- EXERCISE -
All that is wanted is a word-for-word copy of the data from its first line to the line containing "position:absolute; left:36px; bottom:30px;", both included.

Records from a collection
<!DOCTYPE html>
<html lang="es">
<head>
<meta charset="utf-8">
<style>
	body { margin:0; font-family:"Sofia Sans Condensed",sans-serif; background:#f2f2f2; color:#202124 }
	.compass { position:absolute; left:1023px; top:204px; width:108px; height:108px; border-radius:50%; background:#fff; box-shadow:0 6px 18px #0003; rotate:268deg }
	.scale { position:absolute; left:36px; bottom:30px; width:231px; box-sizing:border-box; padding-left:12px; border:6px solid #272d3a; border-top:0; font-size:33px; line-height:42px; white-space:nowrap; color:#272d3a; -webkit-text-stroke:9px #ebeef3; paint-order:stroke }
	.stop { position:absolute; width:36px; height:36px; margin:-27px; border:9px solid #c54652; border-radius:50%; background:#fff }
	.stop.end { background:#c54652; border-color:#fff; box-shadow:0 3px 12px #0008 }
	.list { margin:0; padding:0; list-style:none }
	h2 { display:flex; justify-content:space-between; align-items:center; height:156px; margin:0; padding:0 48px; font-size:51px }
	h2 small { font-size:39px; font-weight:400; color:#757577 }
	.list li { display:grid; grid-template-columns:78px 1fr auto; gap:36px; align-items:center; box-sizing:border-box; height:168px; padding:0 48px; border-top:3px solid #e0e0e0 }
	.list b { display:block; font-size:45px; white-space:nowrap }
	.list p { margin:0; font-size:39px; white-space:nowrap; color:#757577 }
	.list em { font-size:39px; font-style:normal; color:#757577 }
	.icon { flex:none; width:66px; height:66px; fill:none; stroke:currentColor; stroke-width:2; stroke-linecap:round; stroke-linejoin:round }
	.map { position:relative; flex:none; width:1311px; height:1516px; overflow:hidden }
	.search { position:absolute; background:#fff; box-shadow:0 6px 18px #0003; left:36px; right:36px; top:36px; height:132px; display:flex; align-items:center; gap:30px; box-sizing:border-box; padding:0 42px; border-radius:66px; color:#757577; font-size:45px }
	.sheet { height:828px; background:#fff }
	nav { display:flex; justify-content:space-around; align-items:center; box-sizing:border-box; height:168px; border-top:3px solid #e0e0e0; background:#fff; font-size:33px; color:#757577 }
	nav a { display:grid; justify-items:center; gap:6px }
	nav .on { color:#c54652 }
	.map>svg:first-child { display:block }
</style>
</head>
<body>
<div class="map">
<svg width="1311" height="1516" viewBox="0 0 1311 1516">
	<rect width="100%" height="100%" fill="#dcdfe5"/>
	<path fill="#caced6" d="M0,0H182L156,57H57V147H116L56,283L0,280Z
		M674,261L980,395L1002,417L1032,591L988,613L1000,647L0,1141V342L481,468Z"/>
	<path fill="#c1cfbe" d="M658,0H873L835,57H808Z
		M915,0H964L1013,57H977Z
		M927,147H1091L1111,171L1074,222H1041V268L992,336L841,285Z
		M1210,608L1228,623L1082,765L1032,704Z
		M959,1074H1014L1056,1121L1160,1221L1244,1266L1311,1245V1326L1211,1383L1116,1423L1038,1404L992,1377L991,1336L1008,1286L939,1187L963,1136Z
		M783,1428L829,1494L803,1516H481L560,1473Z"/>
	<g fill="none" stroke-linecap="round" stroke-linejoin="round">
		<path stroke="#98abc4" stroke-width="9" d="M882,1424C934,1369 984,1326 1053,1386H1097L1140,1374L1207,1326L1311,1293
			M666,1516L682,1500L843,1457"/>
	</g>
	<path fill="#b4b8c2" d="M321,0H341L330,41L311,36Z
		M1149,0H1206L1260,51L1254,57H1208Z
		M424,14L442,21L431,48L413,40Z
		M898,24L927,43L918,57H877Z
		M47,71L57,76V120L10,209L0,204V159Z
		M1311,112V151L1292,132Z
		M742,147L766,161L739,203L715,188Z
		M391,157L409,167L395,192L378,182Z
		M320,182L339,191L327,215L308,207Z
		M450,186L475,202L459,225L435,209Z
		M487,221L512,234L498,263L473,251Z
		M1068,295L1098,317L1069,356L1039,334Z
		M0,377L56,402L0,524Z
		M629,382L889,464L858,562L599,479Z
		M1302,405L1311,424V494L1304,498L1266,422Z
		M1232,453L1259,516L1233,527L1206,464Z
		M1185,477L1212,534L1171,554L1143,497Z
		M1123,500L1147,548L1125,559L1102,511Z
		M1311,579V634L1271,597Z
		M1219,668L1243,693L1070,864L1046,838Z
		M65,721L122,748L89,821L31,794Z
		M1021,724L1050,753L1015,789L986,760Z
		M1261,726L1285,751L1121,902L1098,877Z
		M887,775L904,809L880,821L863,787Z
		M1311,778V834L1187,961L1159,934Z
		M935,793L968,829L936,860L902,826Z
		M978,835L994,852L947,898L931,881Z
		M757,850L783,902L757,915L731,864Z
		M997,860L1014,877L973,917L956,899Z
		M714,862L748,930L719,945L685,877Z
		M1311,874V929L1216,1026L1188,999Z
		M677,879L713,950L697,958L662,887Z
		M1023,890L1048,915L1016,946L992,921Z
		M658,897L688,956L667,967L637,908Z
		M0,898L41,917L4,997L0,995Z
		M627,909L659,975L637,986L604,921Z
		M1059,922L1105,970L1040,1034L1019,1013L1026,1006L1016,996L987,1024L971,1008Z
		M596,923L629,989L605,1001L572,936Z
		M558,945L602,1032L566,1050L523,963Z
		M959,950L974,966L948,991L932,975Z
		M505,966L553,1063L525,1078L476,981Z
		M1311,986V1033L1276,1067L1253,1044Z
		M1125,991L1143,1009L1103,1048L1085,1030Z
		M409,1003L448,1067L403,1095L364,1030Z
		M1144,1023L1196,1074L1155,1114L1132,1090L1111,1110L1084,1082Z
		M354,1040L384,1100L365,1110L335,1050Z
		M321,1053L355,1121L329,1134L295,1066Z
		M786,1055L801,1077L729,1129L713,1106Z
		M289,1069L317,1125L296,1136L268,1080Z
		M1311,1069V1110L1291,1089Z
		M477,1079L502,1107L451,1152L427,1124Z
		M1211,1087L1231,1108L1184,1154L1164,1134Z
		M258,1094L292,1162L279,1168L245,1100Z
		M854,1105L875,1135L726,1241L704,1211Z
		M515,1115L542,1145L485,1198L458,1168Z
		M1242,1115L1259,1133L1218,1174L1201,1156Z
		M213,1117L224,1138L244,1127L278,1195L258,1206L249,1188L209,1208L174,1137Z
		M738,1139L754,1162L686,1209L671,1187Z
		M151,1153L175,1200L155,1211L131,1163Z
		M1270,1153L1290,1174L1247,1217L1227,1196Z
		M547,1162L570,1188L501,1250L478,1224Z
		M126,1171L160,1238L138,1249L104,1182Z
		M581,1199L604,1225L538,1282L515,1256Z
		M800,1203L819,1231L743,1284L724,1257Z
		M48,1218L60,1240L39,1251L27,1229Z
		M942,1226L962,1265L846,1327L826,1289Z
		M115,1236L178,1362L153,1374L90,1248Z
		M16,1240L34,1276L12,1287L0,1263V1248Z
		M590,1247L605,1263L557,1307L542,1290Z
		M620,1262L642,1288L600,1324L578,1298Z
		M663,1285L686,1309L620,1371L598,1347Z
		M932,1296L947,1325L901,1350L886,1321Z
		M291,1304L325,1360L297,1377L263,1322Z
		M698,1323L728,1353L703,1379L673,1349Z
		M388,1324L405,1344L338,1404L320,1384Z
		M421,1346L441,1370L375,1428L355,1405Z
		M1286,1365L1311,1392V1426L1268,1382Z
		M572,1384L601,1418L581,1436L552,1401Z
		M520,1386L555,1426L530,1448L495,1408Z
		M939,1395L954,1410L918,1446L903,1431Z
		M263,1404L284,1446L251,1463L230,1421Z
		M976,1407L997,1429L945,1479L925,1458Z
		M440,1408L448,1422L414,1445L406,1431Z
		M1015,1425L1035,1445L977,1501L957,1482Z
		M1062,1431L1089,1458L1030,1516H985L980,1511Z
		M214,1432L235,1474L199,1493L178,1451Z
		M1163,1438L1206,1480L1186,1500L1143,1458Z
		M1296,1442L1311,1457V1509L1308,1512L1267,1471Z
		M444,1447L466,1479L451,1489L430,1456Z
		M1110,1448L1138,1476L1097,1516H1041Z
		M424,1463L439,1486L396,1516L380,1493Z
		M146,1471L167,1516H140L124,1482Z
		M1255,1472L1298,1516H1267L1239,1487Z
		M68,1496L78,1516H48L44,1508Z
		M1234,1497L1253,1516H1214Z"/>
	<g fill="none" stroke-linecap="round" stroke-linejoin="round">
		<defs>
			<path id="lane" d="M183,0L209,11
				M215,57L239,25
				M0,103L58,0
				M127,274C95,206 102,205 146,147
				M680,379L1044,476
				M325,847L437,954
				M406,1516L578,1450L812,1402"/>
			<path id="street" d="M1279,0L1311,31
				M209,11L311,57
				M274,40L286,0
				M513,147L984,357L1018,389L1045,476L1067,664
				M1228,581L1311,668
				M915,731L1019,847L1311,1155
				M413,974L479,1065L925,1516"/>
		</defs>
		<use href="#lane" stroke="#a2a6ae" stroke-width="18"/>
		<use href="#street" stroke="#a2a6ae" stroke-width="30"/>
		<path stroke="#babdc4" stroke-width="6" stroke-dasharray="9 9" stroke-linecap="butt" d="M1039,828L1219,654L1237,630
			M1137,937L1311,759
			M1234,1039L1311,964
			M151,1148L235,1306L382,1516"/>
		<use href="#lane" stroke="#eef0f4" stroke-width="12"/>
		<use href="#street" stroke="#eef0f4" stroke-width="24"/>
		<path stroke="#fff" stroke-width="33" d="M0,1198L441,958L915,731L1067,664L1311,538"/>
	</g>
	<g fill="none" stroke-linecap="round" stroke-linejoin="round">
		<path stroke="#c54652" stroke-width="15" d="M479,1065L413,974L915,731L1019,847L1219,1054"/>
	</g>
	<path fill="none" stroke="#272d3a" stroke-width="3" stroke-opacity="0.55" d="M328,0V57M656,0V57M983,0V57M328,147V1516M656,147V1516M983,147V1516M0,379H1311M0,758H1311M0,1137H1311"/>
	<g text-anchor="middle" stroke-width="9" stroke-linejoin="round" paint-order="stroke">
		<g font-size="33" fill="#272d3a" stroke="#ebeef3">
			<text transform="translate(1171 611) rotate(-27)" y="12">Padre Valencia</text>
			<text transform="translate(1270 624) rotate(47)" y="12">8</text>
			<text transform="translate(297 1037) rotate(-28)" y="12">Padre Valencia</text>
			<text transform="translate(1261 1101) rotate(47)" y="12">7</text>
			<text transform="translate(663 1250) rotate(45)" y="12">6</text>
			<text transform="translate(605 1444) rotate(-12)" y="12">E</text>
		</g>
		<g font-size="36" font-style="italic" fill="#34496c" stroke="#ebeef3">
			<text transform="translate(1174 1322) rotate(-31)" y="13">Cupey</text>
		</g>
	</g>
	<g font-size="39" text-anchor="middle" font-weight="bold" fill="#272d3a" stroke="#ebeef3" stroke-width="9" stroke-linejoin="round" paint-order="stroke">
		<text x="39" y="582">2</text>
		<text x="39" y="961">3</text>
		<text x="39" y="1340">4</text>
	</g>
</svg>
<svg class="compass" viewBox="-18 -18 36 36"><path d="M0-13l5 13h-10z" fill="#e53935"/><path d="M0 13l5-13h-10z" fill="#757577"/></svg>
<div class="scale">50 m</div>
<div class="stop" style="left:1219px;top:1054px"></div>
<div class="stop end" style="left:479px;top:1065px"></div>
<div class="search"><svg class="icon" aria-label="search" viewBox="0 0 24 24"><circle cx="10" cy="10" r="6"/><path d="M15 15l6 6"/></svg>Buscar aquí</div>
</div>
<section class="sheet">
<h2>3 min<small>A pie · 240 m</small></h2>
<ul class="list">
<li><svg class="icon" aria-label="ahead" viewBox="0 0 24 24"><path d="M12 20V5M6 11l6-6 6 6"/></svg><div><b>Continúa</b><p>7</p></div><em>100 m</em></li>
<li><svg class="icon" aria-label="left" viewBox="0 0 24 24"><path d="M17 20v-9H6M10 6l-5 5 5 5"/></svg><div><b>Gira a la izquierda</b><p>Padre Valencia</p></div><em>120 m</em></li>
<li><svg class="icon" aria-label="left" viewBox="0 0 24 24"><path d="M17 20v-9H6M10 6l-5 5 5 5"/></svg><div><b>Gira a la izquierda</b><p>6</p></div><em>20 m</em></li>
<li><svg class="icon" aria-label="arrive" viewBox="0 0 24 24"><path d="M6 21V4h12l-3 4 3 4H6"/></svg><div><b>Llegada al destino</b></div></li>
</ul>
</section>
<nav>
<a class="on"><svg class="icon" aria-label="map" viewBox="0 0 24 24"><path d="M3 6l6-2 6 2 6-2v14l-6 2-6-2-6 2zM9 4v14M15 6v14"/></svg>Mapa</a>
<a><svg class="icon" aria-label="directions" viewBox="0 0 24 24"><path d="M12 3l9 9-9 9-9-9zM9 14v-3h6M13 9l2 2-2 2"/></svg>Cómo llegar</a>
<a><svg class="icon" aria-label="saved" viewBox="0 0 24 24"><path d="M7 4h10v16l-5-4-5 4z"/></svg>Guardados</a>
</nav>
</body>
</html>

- SOLUTION TO THIS EXERCISE -
<!DOCTYPE html>
<html lang="es">
<head>
<meta charset="utf-8">
<style>
	body { margin:0; font-family:"Sofia Sans Condensed",sans-serif; background:#f2f2f2; color:#202124 }
	.compass { position:absolute; left:1023px; top:204px; width:108px; height:108px; border-radius:50%; background:#fff; box-shadow:0 6px 18px #0003; rotate:268deg }
	.scale { position:absolute; left:36px; bottom:30px; width:231px; box-sizing:border-box; padding-left:12px; border:6px solid #272d3a; border-top:0; font-size:33px; line-height:42px; white-space:nowrap; color:#272d3a; -webkit-text-stroke:9px #ebeef3; paint-order:stroke }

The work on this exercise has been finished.